Osipenko, whose company represents quite a few furnished rentals, nonetheless appreciated the opportunity to share his thoughts.

He wants new regulations to address the niche market of furnished rentals, which he said is far different than the market for long-term unfurnished rentals. Expenses, he said, are higher so a higher security deposit is needed. He also opposes the recent elimination of fixed-term tenancy — a decision he said doesn’t work well for short-term, furnished rentals.

Osipenko maintains some of the changes the NDP government introduced last December were premature as he expects a natural market adjustment in the next year and a half given the number of residential units being built that will become available.

That said, he called the task force meeting a “good step forward.”

“I like the idea of being heard, so today we expressed our opinions — both tenants and landlords. My hope is that those notes that we’ve submitted will be carefully reviewed and they will result in certain changes in the regulations that will be more adequate for current market conditions,” he said.

Next steps

Chandra Herbert wasn’t surprised by the high renter turnout given the unique challenges renters have faced in Vancouver with its near-zero vacancy rate, including illegal evictions, mass rent increases, demovictions and renovictions.

But is he any closer to solutions?

“In many ways I know what to look for.
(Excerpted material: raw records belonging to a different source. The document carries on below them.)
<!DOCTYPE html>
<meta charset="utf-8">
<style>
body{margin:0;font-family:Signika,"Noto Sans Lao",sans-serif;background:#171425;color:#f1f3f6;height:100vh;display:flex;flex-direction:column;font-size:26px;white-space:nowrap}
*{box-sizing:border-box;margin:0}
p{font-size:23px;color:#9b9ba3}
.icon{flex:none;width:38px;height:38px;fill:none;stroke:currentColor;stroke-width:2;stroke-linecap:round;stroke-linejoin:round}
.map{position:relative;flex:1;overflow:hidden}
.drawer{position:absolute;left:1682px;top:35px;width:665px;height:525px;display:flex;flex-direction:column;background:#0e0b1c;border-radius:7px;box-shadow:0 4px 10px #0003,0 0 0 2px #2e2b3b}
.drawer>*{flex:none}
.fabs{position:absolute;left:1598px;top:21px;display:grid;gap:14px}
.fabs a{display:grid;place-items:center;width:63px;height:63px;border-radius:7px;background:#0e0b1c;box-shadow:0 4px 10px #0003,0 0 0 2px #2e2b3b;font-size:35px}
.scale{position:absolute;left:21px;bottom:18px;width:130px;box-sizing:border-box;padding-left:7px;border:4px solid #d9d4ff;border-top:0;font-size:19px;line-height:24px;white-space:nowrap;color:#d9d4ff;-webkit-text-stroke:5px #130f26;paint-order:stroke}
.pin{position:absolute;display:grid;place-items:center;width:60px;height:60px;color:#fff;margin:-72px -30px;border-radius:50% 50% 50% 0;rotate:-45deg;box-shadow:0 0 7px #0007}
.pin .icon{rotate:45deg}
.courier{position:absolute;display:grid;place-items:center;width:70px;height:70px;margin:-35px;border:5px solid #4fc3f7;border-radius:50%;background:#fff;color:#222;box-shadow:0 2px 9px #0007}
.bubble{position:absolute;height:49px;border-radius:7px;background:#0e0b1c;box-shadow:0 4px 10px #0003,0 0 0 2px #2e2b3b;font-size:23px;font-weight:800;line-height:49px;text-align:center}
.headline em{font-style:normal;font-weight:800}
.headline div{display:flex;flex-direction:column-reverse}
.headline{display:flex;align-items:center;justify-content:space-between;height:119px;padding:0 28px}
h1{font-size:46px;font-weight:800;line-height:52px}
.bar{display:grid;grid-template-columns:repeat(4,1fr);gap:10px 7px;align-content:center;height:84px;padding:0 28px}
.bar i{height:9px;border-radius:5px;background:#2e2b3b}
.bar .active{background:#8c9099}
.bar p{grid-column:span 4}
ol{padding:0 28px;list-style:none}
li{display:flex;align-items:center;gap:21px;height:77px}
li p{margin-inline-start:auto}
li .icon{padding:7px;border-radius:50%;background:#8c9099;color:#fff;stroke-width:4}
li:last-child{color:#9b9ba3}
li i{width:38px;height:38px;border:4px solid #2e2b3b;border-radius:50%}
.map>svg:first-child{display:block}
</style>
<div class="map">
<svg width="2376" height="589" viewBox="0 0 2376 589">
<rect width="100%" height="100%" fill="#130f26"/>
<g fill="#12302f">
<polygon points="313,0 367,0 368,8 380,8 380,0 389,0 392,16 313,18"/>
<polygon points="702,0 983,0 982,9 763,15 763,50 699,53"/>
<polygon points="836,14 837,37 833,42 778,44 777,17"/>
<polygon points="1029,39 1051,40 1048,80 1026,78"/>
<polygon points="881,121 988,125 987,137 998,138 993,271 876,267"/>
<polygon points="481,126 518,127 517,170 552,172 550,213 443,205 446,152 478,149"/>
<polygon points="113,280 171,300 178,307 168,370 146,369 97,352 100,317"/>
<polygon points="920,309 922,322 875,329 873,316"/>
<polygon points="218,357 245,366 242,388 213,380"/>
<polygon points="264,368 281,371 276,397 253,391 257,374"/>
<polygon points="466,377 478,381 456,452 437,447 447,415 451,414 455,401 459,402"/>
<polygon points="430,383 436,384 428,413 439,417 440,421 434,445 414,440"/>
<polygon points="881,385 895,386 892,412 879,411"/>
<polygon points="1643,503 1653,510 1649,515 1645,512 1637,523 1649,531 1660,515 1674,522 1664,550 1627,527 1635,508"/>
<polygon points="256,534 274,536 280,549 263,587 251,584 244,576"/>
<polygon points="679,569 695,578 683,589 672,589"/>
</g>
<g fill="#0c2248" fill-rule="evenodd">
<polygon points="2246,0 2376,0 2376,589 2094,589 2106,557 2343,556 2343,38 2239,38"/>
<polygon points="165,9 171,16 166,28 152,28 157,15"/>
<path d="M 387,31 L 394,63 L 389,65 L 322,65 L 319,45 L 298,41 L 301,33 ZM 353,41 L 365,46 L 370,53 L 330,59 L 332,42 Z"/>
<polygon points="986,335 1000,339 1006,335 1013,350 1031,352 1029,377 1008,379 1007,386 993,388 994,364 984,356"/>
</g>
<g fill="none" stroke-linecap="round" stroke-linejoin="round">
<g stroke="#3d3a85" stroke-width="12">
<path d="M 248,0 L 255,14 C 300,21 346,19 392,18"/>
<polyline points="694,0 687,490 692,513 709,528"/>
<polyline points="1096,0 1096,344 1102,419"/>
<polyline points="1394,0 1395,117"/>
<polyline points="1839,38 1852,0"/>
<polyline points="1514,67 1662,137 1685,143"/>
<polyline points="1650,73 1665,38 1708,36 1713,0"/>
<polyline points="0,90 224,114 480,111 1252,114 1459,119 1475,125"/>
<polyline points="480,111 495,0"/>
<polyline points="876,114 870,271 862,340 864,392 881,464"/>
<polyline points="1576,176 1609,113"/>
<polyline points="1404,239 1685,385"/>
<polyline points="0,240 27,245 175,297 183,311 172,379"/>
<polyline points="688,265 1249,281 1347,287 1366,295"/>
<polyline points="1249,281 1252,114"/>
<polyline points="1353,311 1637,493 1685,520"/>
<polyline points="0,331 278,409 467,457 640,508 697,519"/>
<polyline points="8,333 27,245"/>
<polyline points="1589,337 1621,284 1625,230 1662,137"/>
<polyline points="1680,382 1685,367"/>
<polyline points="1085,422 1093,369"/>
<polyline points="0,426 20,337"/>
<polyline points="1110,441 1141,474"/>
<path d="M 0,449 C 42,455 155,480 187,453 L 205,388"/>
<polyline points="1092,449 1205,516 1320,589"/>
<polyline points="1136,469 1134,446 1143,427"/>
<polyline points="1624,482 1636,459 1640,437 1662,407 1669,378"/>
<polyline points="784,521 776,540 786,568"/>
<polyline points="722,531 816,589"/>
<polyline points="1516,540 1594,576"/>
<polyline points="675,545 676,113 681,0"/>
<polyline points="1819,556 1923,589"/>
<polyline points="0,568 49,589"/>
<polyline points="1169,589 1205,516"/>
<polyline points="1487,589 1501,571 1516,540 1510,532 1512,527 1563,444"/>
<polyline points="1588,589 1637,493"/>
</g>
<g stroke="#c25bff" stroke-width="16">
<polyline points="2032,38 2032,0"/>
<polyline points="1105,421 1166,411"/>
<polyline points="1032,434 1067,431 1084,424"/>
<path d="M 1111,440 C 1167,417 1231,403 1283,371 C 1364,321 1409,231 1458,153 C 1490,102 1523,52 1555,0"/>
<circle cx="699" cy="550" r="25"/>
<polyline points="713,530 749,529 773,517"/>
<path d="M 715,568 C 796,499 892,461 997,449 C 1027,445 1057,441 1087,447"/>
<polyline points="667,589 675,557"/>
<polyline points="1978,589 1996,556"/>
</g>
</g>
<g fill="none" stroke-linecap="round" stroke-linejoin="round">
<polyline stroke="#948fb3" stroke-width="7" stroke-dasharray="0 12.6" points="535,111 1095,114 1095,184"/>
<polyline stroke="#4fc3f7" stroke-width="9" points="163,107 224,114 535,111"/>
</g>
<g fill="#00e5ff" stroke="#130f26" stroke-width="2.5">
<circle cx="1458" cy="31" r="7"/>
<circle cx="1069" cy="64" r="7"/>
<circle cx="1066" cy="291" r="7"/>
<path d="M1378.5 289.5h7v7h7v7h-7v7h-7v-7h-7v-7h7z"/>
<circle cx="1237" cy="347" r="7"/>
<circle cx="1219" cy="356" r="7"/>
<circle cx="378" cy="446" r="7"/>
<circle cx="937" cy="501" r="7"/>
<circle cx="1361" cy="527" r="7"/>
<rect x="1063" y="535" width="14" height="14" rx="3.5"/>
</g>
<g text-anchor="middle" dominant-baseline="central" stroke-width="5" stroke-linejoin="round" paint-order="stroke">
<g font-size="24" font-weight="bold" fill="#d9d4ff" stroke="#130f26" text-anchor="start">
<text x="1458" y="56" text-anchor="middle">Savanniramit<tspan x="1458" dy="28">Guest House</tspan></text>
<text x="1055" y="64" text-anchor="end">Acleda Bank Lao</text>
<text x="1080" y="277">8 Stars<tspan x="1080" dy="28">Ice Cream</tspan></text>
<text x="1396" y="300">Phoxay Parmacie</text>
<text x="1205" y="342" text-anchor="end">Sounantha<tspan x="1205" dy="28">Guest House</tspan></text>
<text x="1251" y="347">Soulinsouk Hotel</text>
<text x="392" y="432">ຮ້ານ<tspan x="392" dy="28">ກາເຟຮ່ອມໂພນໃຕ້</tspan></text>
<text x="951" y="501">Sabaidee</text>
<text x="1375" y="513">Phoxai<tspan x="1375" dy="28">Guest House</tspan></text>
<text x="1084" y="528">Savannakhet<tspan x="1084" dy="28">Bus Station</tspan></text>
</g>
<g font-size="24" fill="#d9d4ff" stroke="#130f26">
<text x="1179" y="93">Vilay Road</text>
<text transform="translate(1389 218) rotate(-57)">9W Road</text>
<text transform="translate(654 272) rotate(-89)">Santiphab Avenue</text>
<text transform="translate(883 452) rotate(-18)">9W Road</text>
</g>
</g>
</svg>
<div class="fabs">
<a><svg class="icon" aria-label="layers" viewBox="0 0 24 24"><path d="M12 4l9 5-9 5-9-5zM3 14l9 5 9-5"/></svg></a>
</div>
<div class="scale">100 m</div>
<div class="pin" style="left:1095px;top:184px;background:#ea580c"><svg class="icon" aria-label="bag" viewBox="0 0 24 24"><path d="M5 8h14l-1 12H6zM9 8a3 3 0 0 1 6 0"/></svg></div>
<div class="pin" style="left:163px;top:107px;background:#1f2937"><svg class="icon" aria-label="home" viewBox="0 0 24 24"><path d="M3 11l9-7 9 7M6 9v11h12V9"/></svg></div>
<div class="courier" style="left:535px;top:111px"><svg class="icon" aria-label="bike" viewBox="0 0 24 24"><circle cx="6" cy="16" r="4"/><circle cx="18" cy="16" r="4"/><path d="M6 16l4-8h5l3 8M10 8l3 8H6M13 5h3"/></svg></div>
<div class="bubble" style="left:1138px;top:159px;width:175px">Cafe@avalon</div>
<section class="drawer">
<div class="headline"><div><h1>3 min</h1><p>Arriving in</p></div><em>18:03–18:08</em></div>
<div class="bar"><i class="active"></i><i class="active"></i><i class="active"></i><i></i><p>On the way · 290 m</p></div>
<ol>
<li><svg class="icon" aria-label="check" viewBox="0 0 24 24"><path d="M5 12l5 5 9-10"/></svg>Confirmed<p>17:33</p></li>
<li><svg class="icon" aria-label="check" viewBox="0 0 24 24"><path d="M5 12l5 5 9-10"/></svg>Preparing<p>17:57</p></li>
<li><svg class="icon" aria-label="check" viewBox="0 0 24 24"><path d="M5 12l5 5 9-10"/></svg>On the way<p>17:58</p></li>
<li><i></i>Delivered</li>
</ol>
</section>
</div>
In terms of coming up with solutions, I’ve got some good ideas. Now I have to check whether they are possible… I’ve got a lot of night time, summertime reading.” he said.

“I have a secure home. I want more people to [have one], so I don’t mind doing the work because, again, [renters are] going to have a better life. Our community is going to be a better place to live if we're not having to deal with the stress as much as we have been.”

Horsman and Cann anticipate improvements will be made to the Act but they’re not sure to what extent.

“One thing that I thought that makes me optimistic was a lot of the suggestions on the landlords’ and renters’ sides weren’t that much different… so I don’t necessarily think the interests are all that much different. I think everyone just wants an inclusive city where, whether you’re a landlord or a tenant, you feel like you belong,” Cann said.